What it's like to live in China.

Life in Shanghai is of the kind that’s perfect for Instagram. Between the late-night bars of Yongkang, the dazzling views of Pudong and the Oriental Pearl Tower, and the four-story elevated highways that sweep through the center of the city, there’s always something to capture. But then sometimes you have those weekends that dissolve into a blur of work, coffee shop cappuccinos (I may have started drinking coffee, but I still get a caffeine headache after just one cup), and downward-facing dogs.

And then I realize my Instagram was last updated 15 days ago.

So, as I near my five-month mark in Shanghai, and prepare to leave the country once more (albeit temporarily), I find myself more and more immune to the things that used to shock me. I’m no longer counting my time in Shanghai in weeks, but in months. I no longer squirm at the dripping ‘Shanghai water’ or cross the street when I hear someone get ready to hawk a lougie onto the pavement.

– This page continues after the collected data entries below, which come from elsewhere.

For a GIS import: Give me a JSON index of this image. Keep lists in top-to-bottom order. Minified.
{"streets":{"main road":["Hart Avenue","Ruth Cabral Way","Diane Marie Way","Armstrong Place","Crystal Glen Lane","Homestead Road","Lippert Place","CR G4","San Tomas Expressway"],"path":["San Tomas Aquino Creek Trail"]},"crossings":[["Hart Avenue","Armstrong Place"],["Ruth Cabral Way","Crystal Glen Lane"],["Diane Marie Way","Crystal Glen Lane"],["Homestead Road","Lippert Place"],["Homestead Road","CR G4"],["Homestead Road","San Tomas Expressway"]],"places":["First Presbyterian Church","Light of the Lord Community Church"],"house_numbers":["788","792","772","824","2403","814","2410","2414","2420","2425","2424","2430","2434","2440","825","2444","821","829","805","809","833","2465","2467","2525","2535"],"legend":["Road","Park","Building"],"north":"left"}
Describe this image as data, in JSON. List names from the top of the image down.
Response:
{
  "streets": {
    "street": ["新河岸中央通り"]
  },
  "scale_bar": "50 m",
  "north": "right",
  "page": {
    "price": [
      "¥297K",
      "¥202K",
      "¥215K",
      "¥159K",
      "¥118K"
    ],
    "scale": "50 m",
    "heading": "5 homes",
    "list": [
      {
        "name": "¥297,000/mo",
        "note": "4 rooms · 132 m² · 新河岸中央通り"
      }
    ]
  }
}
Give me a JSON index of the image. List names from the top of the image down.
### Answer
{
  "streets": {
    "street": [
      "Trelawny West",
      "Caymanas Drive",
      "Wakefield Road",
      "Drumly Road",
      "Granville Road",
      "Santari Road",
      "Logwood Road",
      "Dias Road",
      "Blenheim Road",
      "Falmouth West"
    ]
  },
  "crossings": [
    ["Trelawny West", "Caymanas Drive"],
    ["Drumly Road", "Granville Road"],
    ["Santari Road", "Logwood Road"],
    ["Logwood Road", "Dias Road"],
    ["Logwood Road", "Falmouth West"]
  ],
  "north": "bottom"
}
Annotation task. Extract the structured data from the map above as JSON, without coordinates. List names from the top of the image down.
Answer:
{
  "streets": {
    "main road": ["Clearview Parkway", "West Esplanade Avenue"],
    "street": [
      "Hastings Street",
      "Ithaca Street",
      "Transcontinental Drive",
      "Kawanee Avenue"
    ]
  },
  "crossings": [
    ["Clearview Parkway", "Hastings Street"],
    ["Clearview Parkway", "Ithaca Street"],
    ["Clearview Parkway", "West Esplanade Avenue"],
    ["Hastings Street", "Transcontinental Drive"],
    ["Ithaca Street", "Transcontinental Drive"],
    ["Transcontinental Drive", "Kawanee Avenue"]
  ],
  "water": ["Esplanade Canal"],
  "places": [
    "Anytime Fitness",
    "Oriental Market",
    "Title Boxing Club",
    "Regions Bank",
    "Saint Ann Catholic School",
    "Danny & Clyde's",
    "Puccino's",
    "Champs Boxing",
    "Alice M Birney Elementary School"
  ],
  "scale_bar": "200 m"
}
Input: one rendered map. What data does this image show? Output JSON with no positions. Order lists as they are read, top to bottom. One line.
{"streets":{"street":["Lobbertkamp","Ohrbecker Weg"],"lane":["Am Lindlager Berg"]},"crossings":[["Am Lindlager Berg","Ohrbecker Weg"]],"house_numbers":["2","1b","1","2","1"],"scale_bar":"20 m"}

When all those things become commonplace, at the end of the day, what is it like living as a foreigner in China?

Life in Shanghai is:

  • Stumbling through a sketchy, unlit alleyway to reach your apartment.
  • It’s stopping by a fruit stall at 11pm to pick up a branch of grapes for 8RMB, although they don’t quite taste like grapes back home.
  • It’s looking both ways before crossing the street because none of the bikes actually follow the road rules
  • It’s passing by a clothing store named after Liv Tyler by 陕西南路。
  • It’s not being able to imagine eating a meal without zhejiang vinegar.
  • It’s playing piano on a 6th floor balcony, while singing along to Taylor Swift’s Love Story.
  • It’s spilling coffee all over myself in the underground dessert mall at the Jingan subway stop as nobody bats an eye. 
  • It’s drinking brown sugar and ginger tea because it’s “good for woman”.
  • It’s being recognized by your local 牛肉面 place as that white girl that always orders 西红柿鸡蛋or being recognized by the 快乐柠檬 as the white girl that always gets the 红豆奶茶.
  • It’s deciding to get spontaneous oil massages at 11:30pm on a Friday night.
  • It’s getting used to drinking hot water at every restaurant.
  • It’s that day that your stomach can finally handle eating eating street food.
  • It’s beautiful
  • It’s, at times, overwhelmingly frustrating
  • It’s both so familiar and so foreign at the same time.
  • It’s home.
note the hint of blue sky
It’s getting lost in the Longtangs



This weekend, I returned to Tianzifang to spend the day with T. We braved the street food, shared an irresponsibly-sized mango mojito, bought hot mugs of mulled German wine (to-go, because that’s totally possible in China!), navigated the narrow alleyways moderately tipsy, ate one too many free samples of hard candy from Candy Lab, picked up some Taiwanese brown sugar ginger drink cubes that were, among many things, actually good for woman, and topped off the night with vegetarian food, a stroll through Xintiandi, and an (unsuccessful) search for a Coldstone. I feel like my spirit of exploration is finally coming back.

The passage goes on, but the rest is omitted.